§ **TASK BRIEF**
How many lines of the entries below include the word "minor"? Answer with the number alone.

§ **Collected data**
========================================================================
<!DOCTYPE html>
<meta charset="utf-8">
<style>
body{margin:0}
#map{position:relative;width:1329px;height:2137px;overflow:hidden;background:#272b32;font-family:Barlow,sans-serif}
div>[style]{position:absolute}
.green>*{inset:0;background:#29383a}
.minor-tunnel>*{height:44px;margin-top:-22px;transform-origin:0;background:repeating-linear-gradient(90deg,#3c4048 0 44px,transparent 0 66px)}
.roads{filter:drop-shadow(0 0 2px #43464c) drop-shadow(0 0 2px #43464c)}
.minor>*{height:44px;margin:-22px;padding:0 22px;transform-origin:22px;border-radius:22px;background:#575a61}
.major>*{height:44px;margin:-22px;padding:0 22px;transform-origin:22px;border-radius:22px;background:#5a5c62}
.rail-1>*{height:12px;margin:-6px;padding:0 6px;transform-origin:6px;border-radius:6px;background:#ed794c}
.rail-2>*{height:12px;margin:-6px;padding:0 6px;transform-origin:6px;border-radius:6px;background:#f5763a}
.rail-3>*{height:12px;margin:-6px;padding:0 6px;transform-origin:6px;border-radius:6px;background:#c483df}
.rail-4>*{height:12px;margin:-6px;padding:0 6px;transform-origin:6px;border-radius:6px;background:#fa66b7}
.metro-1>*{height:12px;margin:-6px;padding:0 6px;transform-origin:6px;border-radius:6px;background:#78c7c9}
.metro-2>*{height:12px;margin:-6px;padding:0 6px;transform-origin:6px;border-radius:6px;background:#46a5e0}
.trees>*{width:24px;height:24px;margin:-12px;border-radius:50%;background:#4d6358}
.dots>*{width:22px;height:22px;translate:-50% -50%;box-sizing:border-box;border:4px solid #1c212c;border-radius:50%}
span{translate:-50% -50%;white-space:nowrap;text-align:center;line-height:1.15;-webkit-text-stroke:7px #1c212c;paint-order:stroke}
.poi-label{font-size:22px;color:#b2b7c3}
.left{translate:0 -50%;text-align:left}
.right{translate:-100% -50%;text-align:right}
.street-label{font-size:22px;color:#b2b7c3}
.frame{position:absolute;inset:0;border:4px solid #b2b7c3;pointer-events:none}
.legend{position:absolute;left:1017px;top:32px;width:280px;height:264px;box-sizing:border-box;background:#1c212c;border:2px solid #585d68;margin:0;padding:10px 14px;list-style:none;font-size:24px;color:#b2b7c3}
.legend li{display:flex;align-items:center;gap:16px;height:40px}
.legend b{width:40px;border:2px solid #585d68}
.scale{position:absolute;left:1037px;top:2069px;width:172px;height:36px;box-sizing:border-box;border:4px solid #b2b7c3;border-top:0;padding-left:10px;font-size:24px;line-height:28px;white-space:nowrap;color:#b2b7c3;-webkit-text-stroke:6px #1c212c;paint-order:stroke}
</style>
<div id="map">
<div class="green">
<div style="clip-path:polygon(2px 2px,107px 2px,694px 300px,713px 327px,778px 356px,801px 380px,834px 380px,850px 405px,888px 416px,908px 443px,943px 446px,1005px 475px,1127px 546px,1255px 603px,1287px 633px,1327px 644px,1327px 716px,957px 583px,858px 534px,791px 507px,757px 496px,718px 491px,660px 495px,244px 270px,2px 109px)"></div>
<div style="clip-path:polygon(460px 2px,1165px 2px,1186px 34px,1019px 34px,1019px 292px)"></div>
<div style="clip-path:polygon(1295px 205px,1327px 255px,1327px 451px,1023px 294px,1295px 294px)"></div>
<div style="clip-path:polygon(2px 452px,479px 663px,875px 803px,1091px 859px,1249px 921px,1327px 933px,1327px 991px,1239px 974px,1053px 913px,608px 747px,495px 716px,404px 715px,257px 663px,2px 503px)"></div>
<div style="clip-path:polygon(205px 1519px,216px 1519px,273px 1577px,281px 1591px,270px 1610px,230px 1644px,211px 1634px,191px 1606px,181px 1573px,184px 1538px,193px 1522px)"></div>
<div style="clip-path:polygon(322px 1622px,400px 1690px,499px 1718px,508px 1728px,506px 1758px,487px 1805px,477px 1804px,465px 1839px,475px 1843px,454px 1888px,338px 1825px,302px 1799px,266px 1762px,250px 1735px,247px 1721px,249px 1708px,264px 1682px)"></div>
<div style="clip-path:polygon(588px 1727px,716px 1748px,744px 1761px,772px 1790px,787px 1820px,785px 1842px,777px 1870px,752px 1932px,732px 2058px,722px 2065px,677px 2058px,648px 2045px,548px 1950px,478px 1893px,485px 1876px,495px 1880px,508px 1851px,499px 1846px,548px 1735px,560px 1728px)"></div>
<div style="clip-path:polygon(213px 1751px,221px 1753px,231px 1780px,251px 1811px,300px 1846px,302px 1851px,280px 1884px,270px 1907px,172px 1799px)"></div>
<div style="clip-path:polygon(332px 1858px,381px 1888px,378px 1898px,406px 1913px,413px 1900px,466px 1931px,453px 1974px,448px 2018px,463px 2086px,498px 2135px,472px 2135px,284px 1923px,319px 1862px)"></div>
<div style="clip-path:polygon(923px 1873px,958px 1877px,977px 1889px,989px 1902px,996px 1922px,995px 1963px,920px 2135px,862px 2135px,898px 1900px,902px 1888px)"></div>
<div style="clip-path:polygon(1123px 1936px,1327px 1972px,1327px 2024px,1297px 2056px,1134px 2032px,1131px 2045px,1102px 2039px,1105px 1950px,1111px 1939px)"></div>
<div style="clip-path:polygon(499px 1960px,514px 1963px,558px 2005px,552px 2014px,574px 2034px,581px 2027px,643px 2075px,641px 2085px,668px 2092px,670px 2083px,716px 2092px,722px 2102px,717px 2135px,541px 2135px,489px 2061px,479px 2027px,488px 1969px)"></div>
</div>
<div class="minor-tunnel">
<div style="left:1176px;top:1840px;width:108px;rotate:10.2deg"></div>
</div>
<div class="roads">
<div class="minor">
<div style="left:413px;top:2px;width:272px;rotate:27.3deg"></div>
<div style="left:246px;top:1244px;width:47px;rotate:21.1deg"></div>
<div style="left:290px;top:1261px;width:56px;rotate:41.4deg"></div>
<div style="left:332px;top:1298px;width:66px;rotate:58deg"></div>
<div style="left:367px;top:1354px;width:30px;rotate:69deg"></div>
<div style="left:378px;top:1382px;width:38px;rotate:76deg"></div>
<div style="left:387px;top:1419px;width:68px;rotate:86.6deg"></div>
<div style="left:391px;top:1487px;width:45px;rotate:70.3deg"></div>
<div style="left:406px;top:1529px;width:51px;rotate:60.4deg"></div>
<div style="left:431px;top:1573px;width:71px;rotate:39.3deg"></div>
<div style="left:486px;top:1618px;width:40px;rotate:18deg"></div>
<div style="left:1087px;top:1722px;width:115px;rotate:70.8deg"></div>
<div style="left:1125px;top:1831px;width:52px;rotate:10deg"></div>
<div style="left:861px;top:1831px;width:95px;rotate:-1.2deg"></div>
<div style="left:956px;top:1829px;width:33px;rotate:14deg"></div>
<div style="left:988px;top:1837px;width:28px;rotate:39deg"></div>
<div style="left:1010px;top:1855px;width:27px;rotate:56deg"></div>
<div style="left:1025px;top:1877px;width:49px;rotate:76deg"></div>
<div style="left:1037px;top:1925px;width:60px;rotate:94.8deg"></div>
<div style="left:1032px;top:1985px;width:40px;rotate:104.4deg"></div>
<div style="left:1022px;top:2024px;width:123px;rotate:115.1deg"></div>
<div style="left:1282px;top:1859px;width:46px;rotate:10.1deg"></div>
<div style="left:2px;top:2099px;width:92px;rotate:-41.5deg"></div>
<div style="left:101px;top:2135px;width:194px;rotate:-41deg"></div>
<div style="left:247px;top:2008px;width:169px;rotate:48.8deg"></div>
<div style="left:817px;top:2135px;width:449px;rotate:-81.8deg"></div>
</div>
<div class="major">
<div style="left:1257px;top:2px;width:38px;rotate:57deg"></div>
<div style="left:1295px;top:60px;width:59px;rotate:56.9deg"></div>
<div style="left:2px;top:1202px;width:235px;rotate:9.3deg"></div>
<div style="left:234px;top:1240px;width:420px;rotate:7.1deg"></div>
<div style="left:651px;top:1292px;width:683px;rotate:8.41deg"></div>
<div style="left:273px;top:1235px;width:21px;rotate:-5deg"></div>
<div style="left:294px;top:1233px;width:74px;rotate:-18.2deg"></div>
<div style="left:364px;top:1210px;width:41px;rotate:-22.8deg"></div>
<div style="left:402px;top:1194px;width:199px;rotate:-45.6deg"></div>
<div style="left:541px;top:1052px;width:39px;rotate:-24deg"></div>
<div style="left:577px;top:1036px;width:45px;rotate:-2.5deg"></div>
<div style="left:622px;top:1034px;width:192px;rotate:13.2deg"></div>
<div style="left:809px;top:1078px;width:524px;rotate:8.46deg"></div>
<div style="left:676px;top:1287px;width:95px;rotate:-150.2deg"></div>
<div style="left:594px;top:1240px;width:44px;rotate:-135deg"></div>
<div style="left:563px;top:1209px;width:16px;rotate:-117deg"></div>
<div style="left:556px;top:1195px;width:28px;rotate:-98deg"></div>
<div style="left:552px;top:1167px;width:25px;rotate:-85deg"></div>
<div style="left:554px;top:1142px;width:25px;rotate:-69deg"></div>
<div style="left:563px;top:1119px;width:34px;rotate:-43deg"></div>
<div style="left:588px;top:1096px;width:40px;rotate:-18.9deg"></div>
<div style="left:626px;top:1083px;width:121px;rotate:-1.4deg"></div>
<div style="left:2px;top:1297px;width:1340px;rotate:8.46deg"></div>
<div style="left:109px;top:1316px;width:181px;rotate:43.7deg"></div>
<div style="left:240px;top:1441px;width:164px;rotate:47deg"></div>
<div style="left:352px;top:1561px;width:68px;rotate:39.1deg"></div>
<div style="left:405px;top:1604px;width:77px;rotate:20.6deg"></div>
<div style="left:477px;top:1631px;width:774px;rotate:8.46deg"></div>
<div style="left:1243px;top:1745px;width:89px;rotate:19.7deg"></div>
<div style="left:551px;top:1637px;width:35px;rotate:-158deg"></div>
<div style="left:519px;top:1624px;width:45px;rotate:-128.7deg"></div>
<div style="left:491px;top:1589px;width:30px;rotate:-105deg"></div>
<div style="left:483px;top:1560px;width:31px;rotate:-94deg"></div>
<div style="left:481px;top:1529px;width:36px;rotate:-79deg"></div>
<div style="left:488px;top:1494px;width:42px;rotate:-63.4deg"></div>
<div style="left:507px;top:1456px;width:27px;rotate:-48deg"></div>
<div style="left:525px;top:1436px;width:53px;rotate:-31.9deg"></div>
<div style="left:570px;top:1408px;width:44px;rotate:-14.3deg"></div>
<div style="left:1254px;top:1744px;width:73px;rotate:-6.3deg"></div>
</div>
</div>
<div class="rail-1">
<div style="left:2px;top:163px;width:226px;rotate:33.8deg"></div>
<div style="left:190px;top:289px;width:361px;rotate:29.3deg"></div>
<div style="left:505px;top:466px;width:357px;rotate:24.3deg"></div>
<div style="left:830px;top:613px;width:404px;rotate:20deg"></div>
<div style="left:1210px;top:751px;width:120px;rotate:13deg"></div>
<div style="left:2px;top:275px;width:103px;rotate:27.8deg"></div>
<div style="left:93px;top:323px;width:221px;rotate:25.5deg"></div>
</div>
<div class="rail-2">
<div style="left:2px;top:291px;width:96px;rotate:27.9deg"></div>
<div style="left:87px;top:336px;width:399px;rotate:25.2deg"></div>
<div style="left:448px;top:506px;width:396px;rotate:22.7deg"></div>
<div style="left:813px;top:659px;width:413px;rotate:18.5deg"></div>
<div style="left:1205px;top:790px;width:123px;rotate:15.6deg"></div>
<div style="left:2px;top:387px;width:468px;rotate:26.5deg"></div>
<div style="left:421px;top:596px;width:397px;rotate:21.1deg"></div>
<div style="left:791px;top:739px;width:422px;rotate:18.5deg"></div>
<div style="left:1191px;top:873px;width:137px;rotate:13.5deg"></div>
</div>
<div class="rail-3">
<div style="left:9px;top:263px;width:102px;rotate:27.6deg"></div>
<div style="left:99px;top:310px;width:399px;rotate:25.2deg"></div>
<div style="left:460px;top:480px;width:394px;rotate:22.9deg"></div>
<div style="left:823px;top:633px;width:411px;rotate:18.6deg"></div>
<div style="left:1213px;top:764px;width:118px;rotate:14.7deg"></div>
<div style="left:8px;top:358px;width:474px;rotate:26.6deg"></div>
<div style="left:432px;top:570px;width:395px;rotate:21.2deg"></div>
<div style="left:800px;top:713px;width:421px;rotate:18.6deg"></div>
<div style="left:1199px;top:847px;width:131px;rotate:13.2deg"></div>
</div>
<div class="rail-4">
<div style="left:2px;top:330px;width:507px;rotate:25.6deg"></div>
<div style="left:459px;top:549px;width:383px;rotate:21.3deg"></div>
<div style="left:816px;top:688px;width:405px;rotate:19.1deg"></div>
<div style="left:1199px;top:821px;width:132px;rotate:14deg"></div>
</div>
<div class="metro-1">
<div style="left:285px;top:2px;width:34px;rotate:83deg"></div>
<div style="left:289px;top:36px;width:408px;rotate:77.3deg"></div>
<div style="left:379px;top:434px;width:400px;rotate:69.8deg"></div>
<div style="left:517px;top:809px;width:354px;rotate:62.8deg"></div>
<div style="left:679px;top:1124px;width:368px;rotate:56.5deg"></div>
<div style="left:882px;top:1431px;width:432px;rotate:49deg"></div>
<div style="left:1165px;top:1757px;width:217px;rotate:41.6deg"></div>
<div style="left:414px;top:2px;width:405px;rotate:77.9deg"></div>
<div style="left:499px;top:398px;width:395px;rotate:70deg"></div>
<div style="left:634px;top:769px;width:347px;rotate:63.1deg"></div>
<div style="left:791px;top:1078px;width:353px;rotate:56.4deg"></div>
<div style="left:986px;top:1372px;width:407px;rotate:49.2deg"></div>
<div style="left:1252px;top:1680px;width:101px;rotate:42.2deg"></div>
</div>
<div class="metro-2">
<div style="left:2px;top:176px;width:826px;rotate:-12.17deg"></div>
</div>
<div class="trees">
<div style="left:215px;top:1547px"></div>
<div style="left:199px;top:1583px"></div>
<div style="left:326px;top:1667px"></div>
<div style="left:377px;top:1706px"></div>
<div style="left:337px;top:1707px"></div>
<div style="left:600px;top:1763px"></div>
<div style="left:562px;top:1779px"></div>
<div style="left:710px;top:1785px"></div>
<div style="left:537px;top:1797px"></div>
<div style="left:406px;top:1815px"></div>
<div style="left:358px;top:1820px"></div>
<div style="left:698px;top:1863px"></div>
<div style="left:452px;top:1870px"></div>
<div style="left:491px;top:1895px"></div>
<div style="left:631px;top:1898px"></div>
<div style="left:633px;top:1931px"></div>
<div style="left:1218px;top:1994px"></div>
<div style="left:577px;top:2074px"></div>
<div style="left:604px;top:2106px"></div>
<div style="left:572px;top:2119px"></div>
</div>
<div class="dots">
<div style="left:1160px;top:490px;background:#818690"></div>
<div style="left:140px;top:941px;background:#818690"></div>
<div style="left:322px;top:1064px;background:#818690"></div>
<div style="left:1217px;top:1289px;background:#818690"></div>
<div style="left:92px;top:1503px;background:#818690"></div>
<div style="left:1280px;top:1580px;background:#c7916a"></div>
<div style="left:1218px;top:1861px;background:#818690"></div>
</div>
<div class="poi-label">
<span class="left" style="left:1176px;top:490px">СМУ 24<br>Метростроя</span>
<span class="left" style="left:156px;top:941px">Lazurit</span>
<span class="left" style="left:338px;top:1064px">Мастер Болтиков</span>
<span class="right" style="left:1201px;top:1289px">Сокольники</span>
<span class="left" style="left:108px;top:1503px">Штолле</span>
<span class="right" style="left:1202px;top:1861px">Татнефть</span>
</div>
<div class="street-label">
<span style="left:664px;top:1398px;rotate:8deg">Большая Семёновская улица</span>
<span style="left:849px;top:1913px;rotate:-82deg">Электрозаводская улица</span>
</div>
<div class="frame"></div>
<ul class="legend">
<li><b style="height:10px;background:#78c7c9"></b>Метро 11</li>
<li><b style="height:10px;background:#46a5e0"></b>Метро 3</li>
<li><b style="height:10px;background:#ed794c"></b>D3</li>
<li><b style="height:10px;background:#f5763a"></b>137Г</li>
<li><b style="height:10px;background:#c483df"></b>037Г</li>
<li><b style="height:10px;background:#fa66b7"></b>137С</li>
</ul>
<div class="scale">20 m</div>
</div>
========================================================================
§ **WRITTEN REPLY**
4